On Fri, Nov 9, 2018 at 9:03 AM Thomas Munro
<thomas(dot)munro(at)enterprisedb(dot)com> wrote:
> On Fri, Nov 9, 2018 at 7:07 AM Robert Haas <robertmhaas(at)gmail(dot)com> wrote:
> > On Wed, Nov 7, 2018 at 9:41 PM Thomas Munro
> > <thomas(dot)munro(at)enterprisedb(dot)com> wrote:
> > > My plan is do a round of testing and review of this stuff next week
> > > once the dust is settled on the current minor releases (including
> > > fixing a few typos I just spotted and some word-smithing). All going
> > > well, I will then push the resulting patches to master and all
> > > supported stable branches, unless other reviews or objections appear.

...

On Sun, Nov 18, 2018 at 3:20 PM Thomas Munro
<thomas(dot)munro(at)enterprisedb(dot)com> wrote:
> I think these patches are looking good now. If I don't spot any other
> problems or hear any objections, I will commit them tomorrow-ish.

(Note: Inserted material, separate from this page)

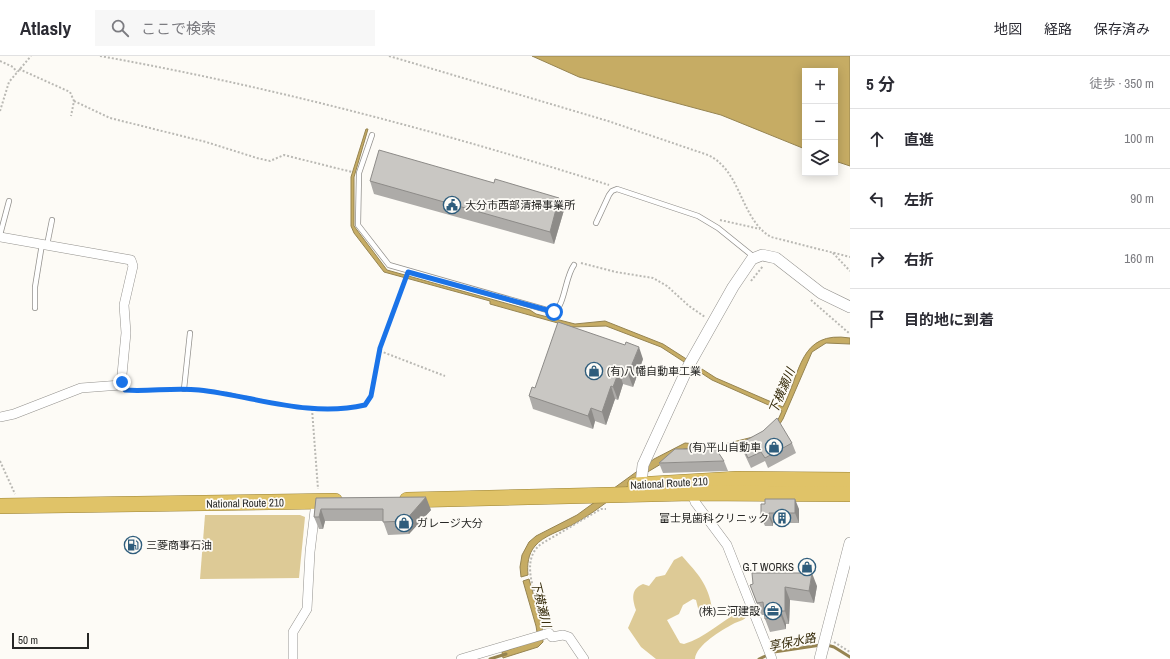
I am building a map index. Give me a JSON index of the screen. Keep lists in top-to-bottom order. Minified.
{"streets":{"highway":["National Route 210"]},"water":["下横瀬川","享保水路"],"places":{"public building":["大分市西部清掃事業所"],"shop":["(有)八幡自動車工業","(有)平山自動車","ガレージ大分","G.T WORKS"],"building":["富士見歯科クリニック"],"fuel station":["三菱商事石油"],"office":["(株)三河建設"]},"scale_bar":"50 m","page":{"header":"Atlasly","search":"ここで検索","nav":["地図","経路","保存済み"],"heading":["5 分","徒歩 · 350 m"],"map_buttons":["+","−"],"list":[["直進","100 m"],["左折","90 m"],["右折","160 m"],"目的地に到着"],"scale":"50 m"}}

Hearing no objections, pushed to all supported branches.

Thank you to Craig for all his work getting to the bottom of this, to
Andres for his open source diplomacy, and the Linux guys for their
change "errseq: Always report a writeback error once" which came out
of that.

Some more comments:

* The promotion of errors from close() to PANIC may or may not be
effective considering that it doesn't have interlocking with
concurrent checkpoints. I'm not sure if it can really happen on local
file systems anyway... this may fall under the category of "making
PostgreSQL work reliably on NFS", a configuration that is not
recommended currently, and a separate project IMV.

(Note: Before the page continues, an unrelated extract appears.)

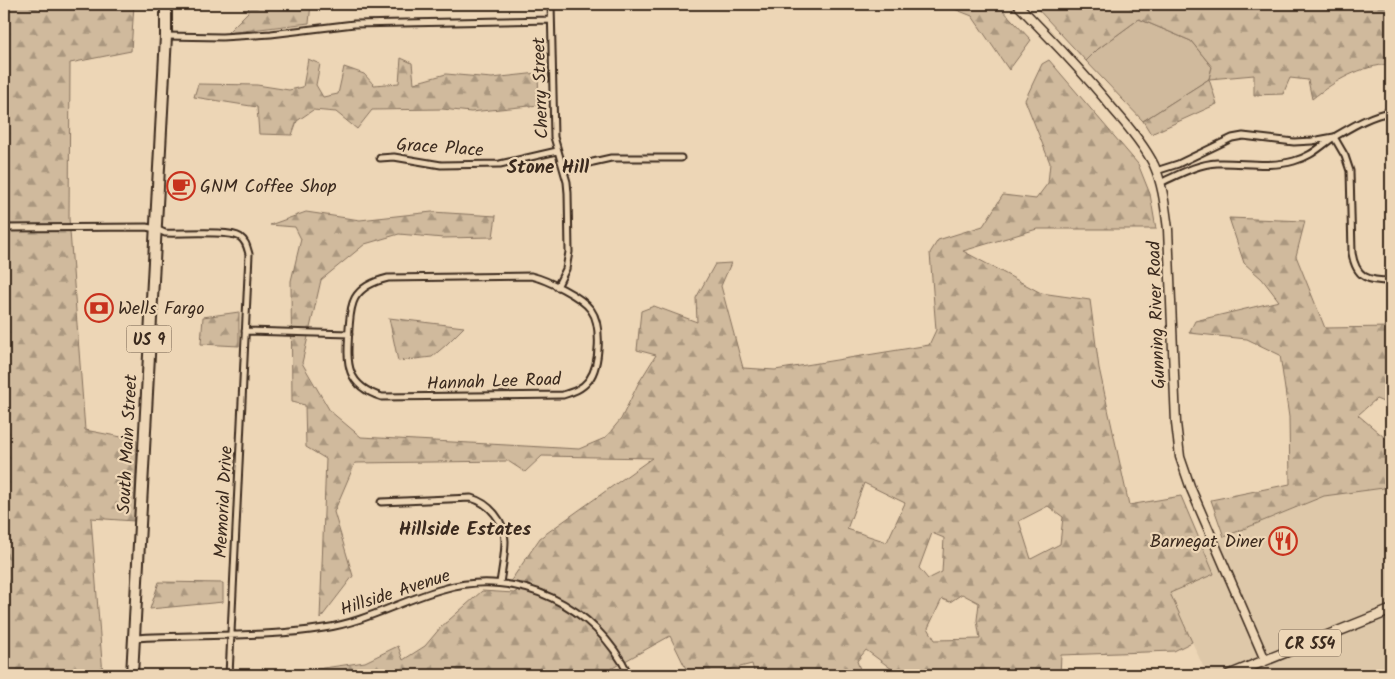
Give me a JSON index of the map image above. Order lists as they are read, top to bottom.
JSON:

* In 9.4 and 9.5 there is no checking of errors from
sync_file_range(), and I didn't add any for now. It was claimed that
sync_file_range() without BEFORE/AFTER can't consume errors[1].
Errors are promoted in 9.6+ for consistency because we already looked
at the return code, so we won't long rely on that knowledge in the
long term.

* I personally believe it is safe to run with data_sync_retry = on on
any file system on FreeBSD, and ZFS on any operating system... but I
see no need to make recommendations about that in the documentation,
other than that you should investigate the behaviour of your operating
system if you really want to turn it on.

* A PANIC (and possibly ensuing crash restart loop if the I/O error is
not transient) is of course a very unpleasant failure mode, but it is
one that we already had for the WAL and control file. So I'm not sure
I'd personally bother to run with the non-default setting even on a
system where I believe it to be safe (considering the low likelihood
that I/O failure is isolated to certain files); at best it probably
gives you a better experience if the fs underneath a non-default
tablespace dies.

* The GUC is provided primarily because this patch is so drastic in
its effect that it seems like we owe our users a way to disable it on
principle, and that seems to outweigh a desire not to add GUCs in
back-branches.

* If I/O errors happen, your system is probably toast and you need to
fail over or restore from backups, but at least we won't tell you any
lies about checkpoints succeeding. In rare scenarios, perhaps
involving a transient failure of virtualised storage with thin
provisioning as originally described by Craig, the system may actually
be able to continue running, and with this change we should now be
able to avoid data loss by recovering from the WAL.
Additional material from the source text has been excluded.